§ **WHAT IS REQUIRED**
Leave the pictures out and return every line below exactly.

Dataset items:
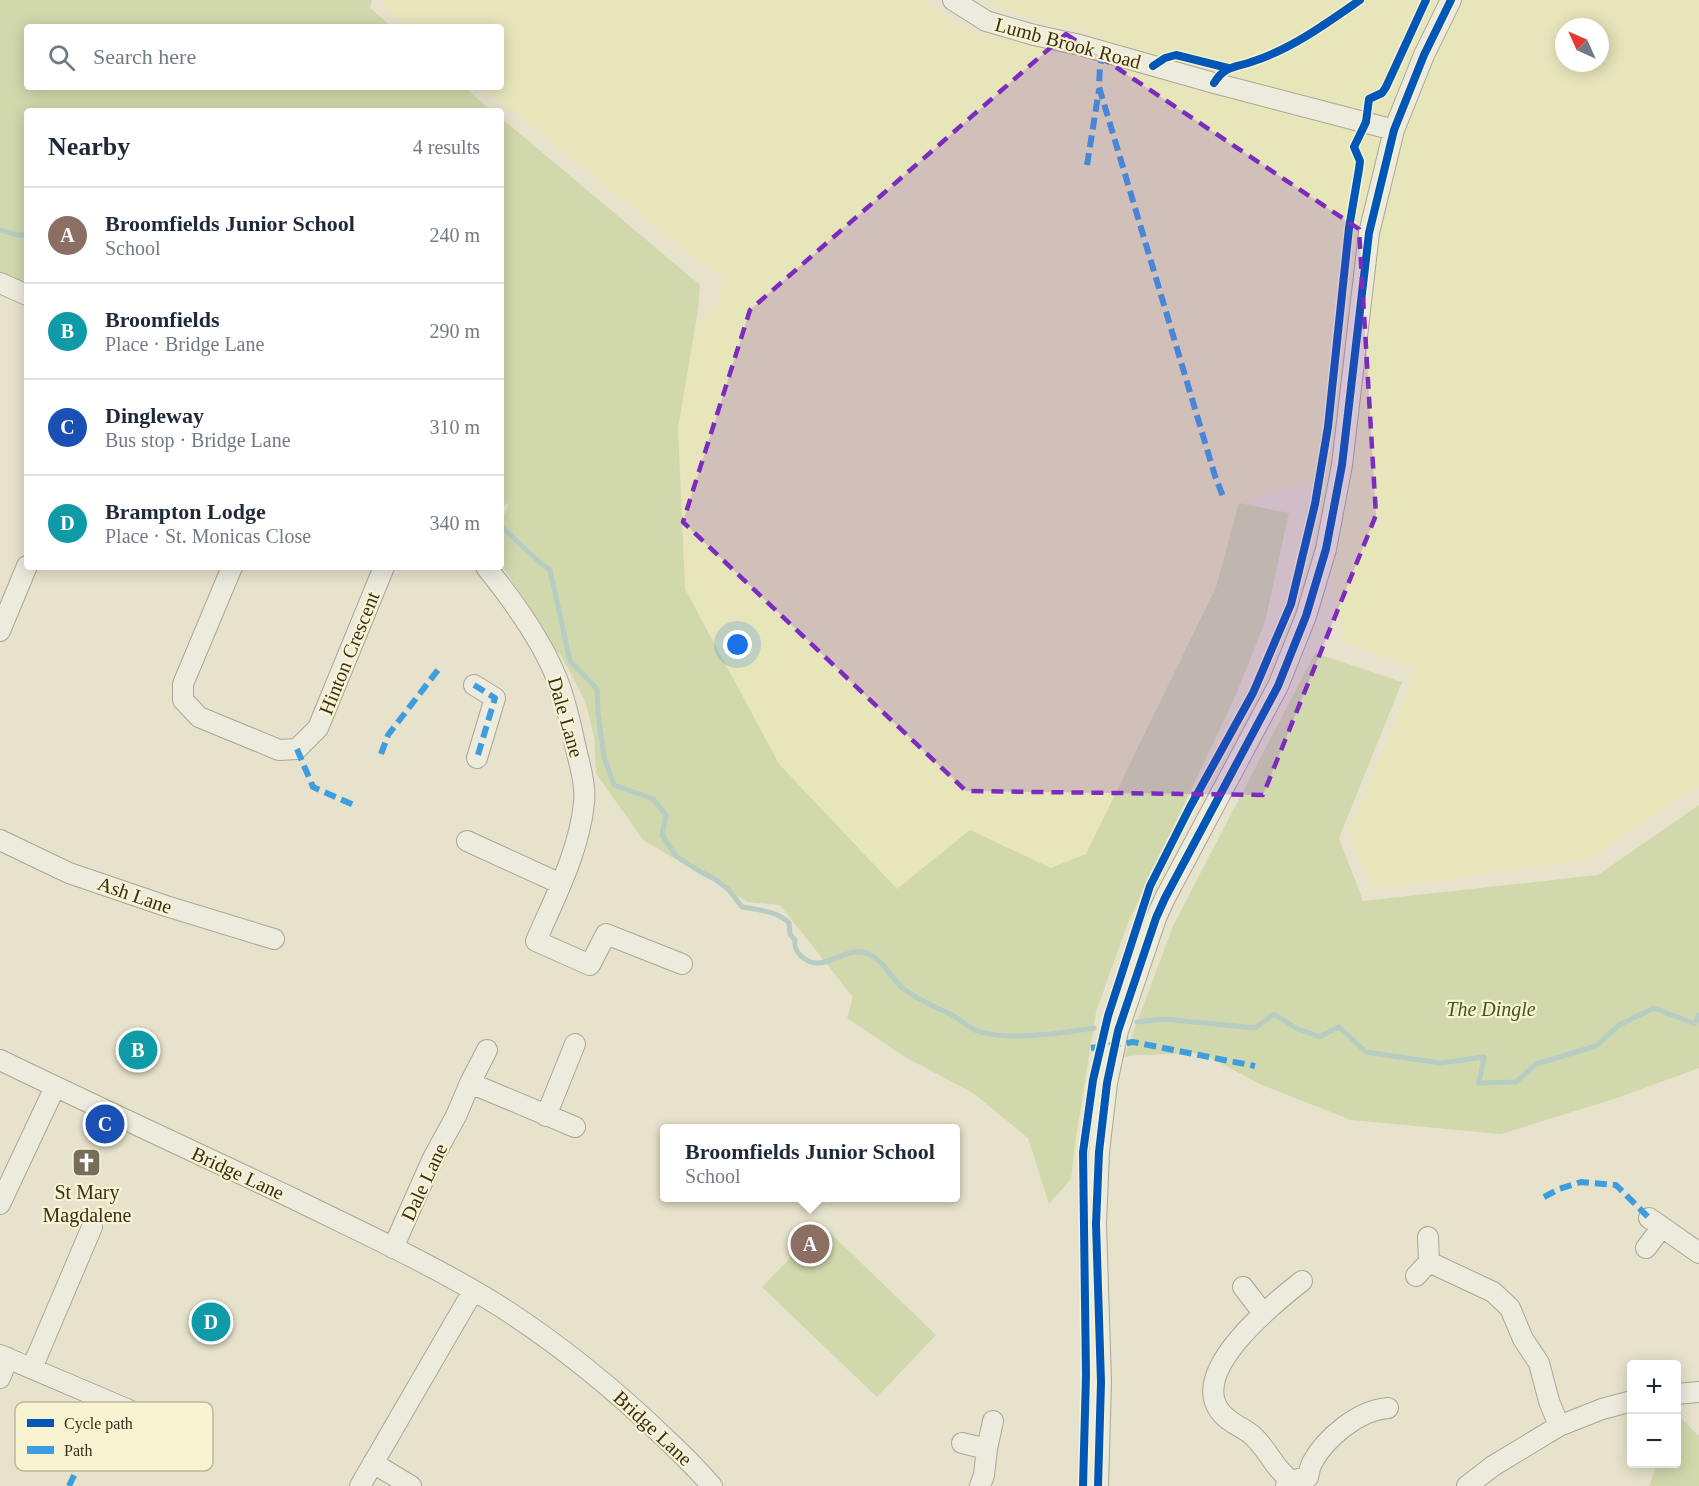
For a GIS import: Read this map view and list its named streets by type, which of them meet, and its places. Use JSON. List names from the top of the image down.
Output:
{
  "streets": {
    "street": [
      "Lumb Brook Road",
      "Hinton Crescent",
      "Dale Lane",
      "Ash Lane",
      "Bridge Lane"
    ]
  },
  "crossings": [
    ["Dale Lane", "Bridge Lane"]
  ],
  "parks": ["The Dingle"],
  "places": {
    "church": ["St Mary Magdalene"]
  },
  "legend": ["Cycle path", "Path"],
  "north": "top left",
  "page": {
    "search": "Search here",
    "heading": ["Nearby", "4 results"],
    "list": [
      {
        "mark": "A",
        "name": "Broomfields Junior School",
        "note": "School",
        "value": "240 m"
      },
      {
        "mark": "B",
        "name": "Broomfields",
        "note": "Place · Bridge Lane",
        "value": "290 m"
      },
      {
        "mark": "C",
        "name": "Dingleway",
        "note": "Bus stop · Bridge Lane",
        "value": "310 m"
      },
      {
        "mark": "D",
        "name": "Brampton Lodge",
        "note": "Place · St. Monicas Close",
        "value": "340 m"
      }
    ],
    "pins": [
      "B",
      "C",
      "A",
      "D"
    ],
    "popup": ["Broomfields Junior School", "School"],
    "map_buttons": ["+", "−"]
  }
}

§ **WORKED SOLUTION**
For a GIS import: Read this map view and list its named streets by type, which of them meet, and its places. Use JSON. List names from the top of the image down.
Output:
{
  "streets": {
    "street": [
      "Lumb Brook Road",
      "Hinton Crescent",
      "Dale Lane",
      "Ash Lane",
      "Bridge Lane"
    ]
  },
  "crossings": [
    ["Dale Lane", "Bridge Lane"]
  ],
  "parks": ["The Dingle"],
  "places": {
    "church": ["St Mary Magdalene"]
  },
  "legend": ["Cycle path", "Path"],
  "north": "top left",
  "page": {
    "search": "Search here",
    "heading": ["Nearby", "4 results"],
    "list": [
      {
        "mark": "A",
        "name": "Broomfields Junior School",
        "note": "School",
        "value": "240 m"
      },
      {
        "mark": "B",
        "name": "Broomfields",
        "note": "Place · Bridge Lane",
        "value": "290 m"
      },
      {
        "mark": "C",
        "name": "Dingleway",
        "note": "Bus stop · Bridge Lane",
        "value": "310 m"
      },
      {
        "mark": "D",
        "name": "Brampton Lodge",
        "note": "Place · St. Monicas Close",
        "value": "340 m"
      }
    ],
    "pins": [
      "B",
      "C",
      "A",
      "D"
    ],
    "popup": ["Broomfields Junior School", "School"],
    "map_buttons": ["+", "−"]
  }
}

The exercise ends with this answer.